Assignment: Your copy should hold exactly the lines from the beginning of the listing below through the line with "2px #a9a9a9) drop-shadow(0", without any pictures.
****************
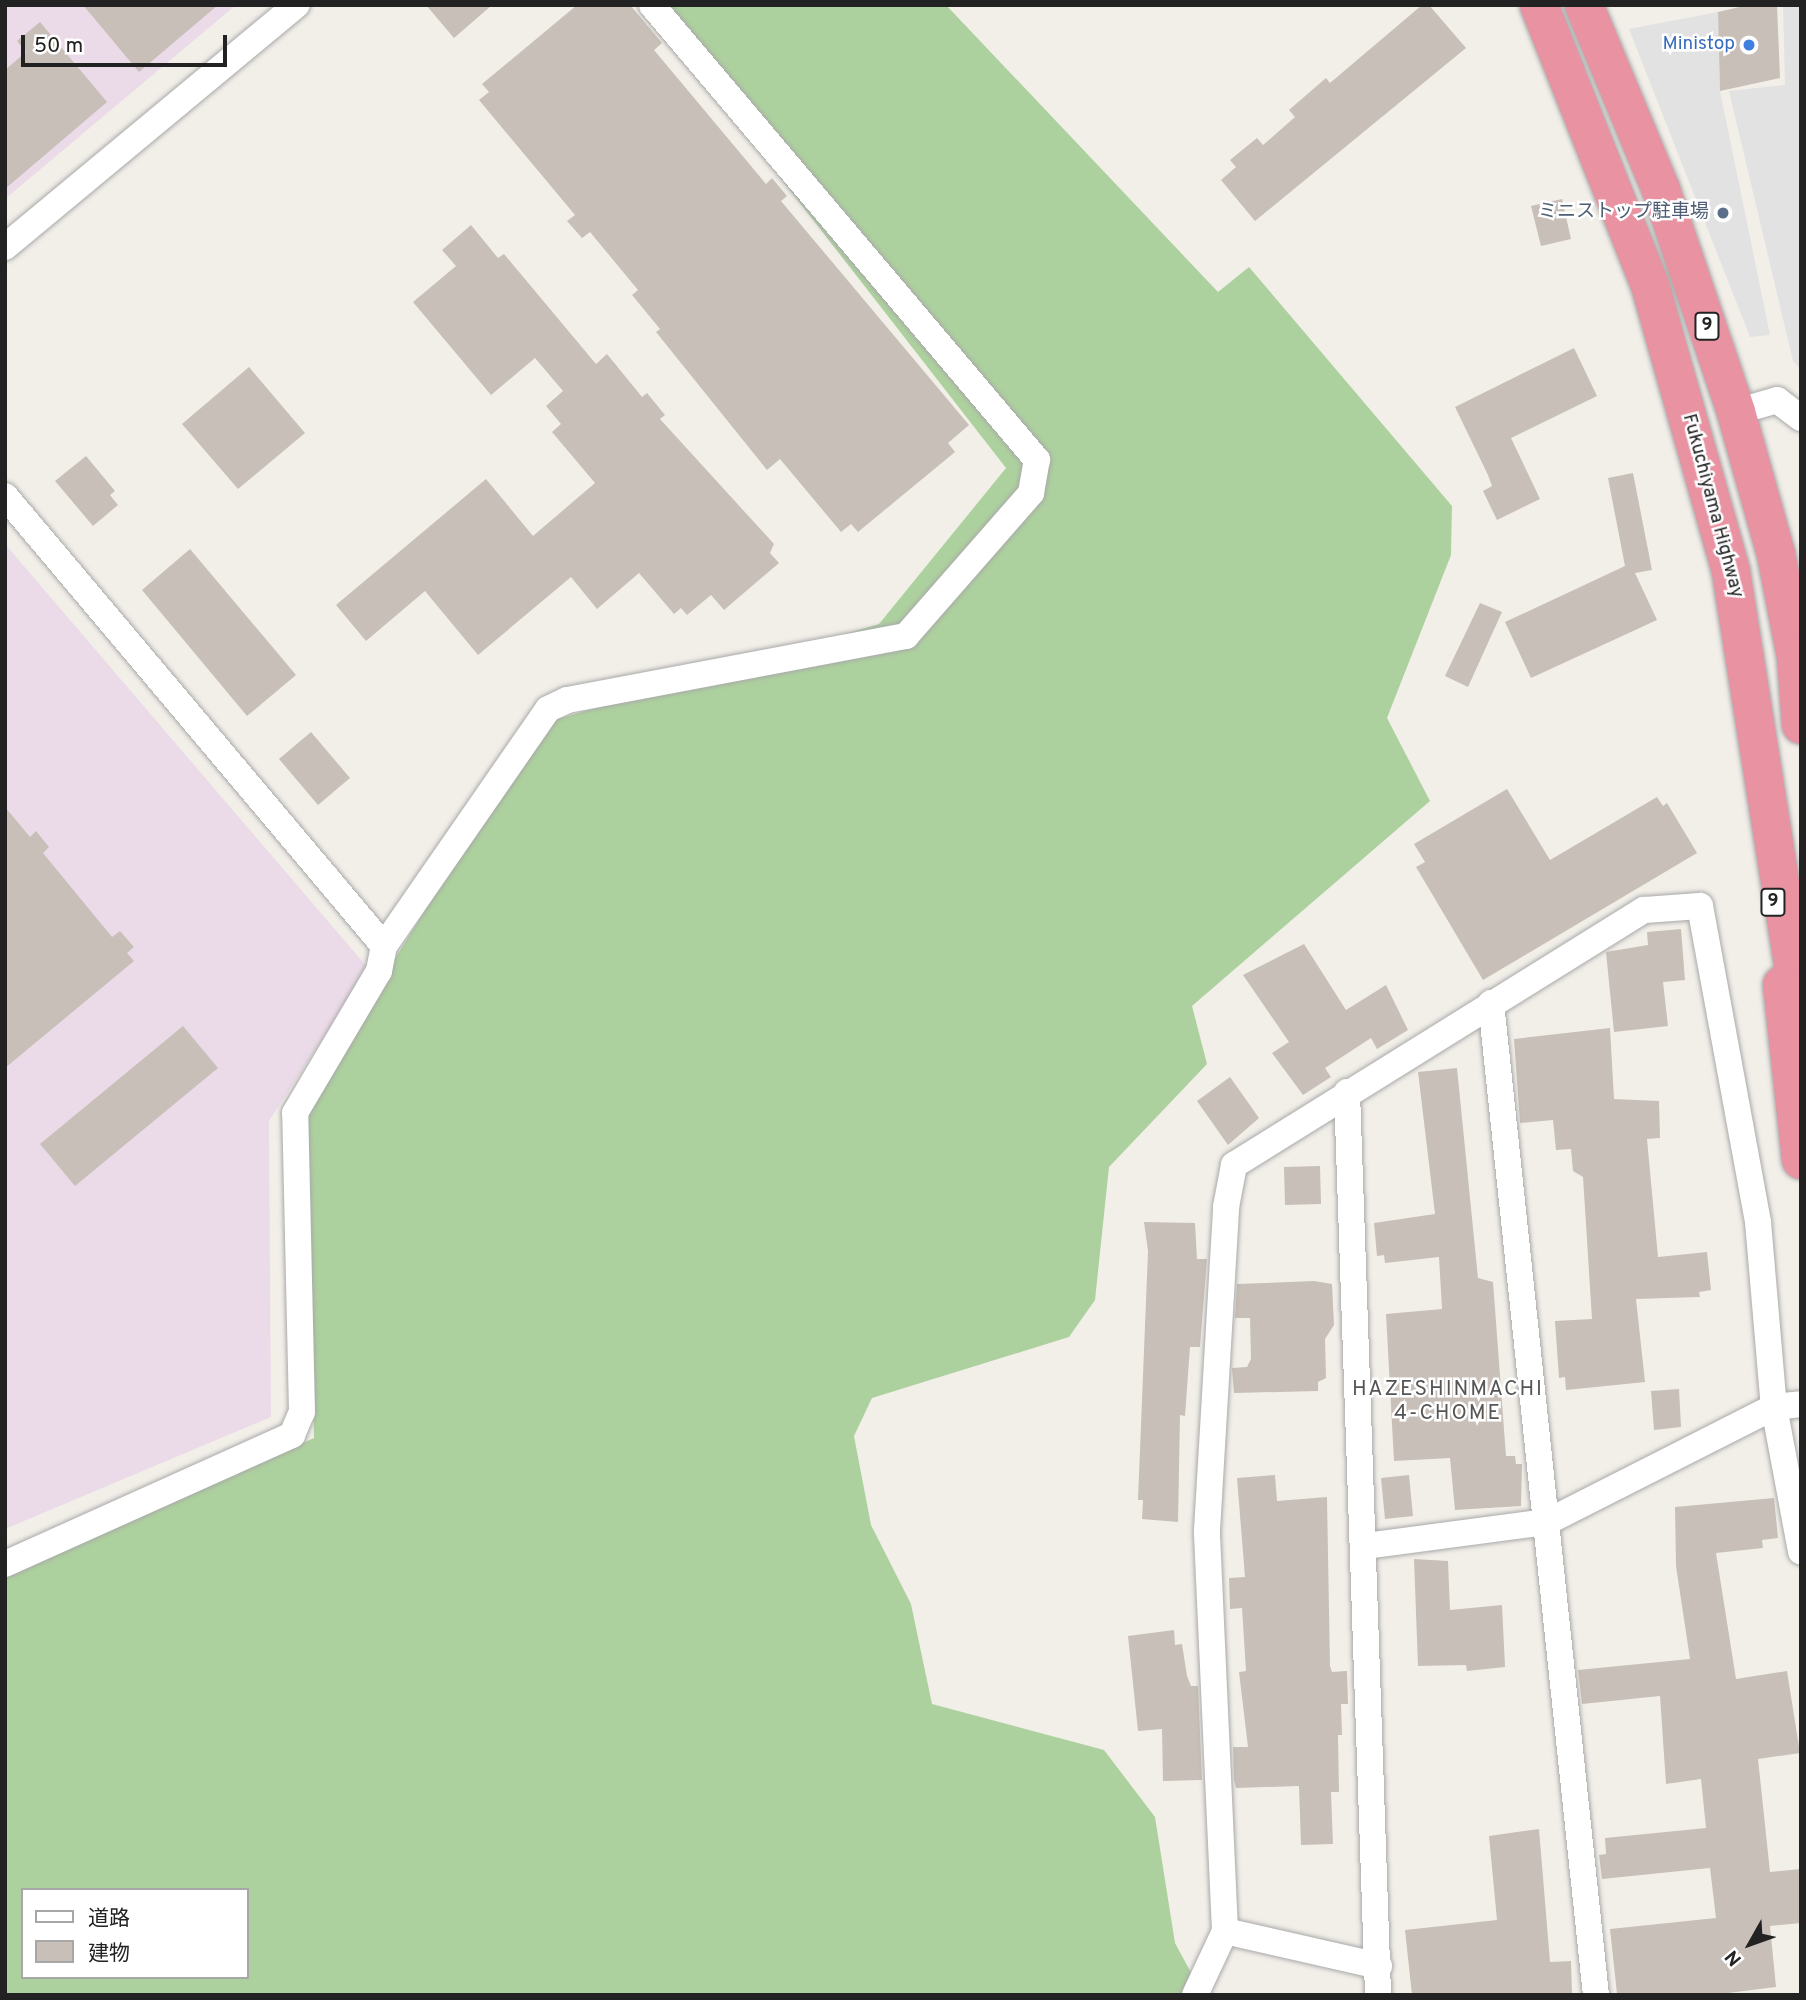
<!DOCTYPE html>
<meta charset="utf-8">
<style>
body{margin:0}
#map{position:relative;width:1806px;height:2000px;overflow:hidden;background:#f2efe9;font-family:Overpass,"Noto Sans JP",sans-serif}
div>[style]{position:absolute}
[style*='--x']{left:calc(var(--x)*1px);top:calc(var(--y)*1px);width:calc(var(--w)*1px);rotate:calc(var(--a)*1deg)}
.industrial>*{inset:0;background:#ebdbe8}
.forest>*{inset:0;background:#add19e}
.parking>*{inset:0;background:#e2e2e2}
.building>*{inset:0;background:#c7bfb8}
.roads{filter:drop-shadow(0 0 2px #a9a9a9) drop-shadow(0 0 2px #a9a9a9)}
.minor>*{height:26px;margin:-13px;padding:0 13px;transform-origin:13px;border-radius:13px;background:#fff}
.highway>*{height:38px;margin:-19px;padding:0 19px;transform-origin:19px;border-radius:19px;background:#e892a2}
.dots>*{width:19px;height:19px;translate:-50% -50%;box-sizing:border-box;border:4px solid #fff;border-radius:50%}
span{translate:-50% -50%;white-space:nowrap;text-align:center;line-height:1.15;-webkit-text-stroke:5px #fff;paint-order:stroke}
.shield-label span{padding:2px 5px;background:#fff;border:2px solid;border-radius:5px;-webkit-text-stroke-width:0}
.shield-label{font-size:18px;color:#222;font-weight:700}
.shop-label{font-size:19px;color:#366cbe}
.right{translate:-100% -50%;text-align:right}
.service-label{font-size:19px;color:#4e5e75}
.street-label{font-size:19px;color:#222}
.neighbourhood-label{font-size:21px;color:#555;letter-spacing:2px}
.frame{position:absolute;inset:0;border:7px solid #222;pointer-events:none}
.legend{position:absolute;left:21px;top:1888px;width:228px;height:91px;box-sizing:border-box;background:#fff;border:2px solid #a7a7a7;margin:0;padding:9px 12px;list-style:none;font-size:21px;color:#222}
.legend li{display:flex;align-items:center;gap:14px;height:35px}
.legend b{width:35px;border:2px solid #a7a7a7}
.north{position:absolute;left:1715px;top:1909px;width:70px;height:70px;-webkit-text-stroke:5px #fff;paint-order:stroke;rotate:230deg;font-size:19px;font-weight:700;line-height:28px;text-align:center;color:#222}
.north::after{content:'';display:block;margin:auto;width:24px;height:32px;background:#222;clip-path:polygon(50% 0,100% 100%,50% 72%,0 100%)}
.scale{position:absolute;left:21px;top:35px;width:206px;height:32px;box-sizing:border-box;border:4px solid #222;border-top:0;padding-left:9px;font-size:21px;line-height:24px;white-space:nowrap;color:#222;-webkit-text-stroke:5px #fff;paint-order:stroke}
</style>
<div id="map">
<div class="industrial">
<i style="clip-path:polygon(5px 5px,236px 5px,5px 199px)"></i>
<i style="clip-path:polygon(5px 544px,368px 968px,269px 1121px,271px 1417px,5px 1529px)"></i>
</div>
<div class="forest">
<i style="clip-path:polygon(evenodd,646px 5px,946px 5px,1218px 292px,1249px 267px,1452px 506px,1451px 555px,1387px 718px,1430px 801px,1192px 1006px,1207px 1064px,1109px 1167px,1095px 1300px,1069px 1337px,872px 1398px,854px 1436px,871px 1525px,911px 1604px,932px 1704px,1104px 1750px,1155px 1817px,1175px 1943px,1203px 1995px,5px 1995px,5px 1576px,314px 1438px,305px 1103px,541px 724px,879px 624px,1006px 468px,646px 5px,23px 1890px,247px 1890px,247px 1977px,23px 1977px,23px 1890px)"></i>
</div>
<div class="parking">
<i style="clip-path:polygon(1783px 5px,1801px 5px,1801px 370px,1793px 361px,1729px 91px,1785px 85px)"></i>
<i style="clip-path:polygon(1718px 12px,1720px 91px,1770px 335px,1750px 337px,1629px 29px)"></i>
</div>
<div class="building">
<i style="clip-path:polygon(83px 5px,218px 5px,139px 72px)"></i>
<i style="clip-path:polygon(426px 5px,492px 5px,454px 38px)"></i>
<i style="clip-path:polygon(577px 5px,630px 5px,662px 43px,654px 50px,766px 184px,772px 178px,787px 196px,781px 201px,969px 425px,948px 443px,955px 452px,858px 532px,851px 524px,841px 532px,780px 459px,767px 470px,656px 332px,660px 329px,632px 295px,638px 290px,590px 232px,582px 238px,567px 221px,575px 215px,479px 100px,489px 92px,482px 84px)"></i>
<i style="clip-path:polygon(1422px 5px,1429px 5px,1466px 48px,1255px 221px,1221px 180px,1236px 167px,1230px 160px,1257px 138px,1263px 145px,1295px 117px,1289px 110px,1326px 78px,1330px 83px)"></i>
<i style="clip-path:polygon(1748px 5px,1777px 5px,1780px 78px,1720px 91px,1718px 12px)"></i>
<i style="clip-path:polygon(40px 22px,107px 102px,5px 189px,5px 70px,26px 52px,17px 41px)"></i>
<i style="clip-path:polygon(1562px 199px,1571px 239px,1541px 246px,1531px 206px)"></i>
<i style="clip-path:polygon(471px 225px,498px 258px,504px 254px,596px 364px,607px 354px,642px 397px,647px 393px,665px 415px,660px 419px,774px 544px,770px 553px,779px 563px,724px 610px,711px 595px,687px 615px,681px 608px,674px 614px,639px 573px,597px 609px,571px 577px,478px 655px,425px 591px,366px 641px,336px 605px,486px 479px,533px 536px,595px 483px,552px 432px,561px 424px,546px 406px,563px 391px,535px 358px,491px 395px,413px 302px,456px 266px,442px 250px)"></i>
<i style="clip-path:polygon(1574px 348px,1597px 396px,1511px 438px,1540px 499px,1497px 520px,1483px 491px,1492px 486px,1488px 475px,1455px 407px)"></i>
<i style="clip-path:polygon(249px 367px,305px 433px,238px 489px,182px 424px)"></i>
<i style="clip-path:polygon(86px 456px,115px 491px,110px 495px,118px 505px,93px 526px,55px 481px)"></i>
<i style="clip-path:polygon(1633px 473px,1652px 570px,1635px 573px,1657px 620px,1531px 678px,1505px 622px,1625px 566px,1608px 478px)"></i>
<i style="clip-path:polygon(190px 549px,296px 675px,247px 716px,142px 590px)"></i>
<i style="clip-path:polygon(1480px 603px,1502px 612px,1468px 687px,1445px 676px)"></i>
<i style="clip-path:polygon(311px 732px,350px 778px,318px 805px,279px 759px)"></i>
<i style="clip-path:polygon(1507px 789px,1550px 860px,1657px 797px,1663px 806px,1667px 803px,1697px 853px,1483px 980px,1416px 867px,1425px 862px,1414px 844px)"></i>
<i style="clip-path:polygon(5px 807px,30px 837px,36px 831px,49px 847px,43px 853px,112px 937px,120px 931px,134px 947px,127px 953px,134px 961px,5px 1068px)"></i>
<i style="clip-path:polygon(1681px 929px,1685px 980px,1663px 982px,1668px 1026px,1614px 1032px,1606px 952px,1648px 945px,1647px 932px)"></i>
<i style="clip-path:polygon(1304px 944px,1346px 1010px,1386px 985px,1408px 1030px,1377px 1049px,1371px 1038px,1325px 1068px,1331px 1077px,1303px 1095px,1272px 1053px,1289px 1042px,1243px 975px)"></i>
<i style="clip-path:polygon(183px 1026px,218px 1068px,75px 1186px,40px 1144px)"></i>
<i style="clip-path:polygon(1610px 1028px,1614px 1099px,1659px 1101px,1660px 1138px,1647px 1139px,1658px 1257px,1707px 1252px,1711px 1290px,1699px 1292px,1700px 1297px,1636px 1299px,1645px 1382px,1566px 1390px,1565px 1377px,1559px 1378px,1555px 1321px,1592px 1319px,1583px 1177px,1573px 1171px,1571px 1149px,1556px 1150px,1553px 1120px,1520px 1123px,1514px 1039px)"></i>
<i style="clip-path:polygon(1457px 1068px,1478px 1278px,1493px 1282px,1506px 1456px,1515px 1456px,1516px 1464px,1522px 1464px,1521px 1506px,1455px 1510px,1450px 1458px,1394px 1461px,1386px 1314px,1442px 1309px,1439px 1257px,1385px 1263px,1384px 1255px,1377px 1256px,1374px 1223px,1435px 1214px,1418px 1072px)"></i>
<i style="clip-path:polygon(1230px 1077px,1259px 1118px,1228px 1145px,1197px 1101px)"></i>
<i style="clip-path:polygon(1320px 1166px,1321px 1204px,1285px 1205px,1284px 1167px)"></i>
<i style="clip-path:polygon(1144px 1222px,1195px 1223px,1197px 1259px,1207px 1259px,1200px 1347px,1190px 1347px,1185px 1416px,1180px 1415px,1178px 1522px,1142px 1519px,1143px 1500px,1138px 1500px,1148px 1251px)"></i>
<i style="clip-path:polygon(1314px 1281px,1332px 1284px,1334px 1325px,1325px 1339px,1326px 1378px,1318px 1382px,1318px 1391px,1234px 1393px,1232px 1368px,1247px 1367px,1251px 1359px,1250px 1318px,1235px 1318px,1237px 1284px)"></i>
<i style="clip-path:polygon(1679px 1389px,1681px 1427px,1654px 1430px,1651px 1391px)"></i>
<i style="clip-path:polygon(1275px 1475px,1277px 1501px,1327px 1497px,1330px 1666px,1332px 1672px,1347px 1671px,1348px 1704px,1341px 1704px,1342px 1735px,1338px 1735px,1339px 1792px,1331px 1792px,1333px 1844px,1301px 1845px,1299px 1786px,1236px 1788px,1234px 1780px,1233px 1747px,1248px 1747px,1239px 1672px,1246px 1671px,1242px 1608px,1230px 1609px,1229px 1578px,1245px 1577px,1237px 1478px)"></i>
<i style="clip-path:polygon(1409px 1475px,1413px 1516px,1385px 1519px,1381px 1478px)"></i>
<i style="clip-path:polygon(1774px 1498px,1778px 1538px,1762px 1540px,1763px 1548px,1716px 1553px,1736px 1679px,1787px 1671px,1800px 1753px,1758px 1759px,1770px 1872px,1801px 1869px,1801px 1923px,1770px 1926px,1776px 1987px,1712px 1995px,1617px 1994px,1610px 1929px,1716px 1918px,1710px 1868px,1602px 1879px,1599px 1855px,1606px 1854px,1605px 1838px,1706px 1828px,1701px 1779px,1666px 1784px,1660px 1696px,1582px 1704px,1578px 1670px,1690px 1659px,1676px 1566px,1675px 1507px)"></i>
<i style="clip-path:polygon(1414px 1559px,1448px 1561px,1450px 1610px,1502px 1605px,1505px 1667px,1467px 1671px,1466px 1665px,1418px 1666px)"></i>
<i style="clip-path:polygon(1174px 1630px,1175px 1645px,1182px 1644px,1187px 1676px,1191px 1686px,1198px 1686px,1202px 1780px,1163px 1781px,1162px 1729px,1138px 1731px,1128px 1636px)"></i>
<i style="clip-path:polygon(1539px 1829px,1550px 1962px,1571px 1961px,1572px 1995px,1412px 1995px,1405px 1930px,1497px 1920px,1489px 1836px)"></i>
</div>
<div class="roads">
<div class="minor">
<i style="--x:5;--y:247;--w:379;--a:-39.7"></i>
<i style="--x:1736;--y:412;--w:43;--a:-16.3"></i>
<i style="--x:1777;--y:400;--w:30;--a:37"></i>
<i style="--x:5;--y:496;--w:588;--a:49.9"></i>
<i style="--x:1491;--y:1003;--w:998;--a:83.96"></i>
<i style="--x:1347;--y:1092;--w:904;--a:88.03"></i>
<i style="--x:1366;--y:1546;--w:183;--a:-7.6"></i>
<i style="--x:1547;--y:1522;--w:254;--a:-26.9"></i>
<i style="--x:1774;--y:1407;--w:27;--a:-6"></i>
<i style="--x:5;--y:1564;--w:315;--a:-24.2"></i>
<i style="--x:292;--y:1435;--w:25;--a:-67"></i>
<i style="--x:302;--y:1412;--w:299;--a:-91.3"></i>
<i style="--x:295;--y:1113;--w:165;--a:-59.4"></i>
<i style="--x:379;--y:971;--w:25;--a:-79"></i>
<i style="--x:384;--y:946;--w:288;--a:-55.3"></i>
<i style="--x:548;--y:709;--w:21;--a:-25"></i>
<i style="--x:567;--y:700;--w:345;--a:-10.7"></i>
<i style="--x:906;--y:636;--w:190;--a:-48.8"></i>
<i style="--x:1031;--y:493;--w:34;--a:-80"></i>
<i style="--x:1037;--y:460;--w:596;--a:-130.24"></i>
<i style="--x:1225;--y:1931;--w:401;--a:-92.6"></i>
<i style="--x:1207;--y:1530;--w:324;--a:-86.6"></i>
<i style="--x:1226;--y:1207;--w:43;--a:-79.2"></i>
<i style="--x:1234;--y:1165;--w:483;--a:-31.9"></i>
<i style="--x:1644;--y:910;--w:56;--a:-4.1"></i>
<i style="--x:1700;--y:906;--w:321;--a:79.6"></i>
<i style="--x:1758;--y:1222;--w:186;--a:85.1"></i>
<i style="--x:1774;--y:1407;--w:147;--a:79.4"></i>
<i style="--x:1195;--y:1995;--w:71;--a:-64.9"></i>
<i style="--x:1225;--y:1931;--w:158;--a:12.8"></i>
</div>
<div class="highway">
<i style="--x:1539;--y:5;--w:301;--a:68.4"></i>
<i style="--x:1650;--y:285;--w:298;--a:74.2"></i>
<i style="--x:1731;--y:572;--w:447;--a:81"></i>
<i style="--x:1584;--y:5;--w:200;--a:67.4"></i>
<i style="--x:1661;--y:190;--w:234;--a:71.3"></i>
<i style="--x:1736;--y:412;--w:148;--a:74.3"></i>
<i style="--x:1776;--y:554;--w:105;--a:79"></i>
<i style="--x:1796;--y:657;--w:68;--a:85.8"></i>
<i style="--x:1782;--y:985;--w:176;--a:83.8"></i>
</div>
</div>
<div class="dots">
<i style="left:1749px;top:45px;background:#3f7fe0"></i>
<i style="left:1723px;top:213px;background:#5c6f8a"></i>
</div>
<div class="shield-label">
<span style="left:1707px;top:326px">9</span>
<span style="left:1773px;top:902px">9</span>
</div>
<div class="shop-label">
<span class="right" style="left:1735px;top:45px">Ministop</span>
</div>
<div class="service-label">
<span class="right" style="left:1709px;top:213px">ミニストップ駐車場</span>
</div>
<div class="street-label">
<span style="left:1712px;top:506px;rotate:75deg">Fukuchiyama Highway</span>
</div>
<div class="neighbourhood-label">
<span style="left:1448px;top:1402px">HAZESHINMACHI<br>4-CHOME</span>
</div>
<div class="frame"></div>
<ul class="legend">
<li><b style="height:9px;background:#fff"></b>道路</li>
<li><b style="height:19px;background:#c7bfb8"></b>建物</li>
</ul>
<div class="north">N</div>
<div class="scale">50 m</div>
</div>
****************
Response:
<!DOCTYPE html>
<meta charset="utf-8">
<style>
body{margin:0}
#map{position:relative;width:1806px;height:2000px;overflow:hidden;background:#f2efe9;font-family:Overpass,"Noto Sans JP",sans-serif}
div>[style]{position:absolute}
[style*='--x']{left:calc(var(--x)*1px);top:calc(var(--y)*1px);width:calc(var(--w)*1px);rotate:calc(var(--a)*1deg)}
.industrial>*{inset:0;background:#ebdbe8}
.forest>*{inset:0;background:#add19e}
.parking>*{inset:0;background:#e2e2e2}
.building>*{inset:0;background:#c7bfb8}
.roads{filter:drop-shadow(0 0 2px #a9a9a9) drop-shadow(0 0 2px #a9a9a9)}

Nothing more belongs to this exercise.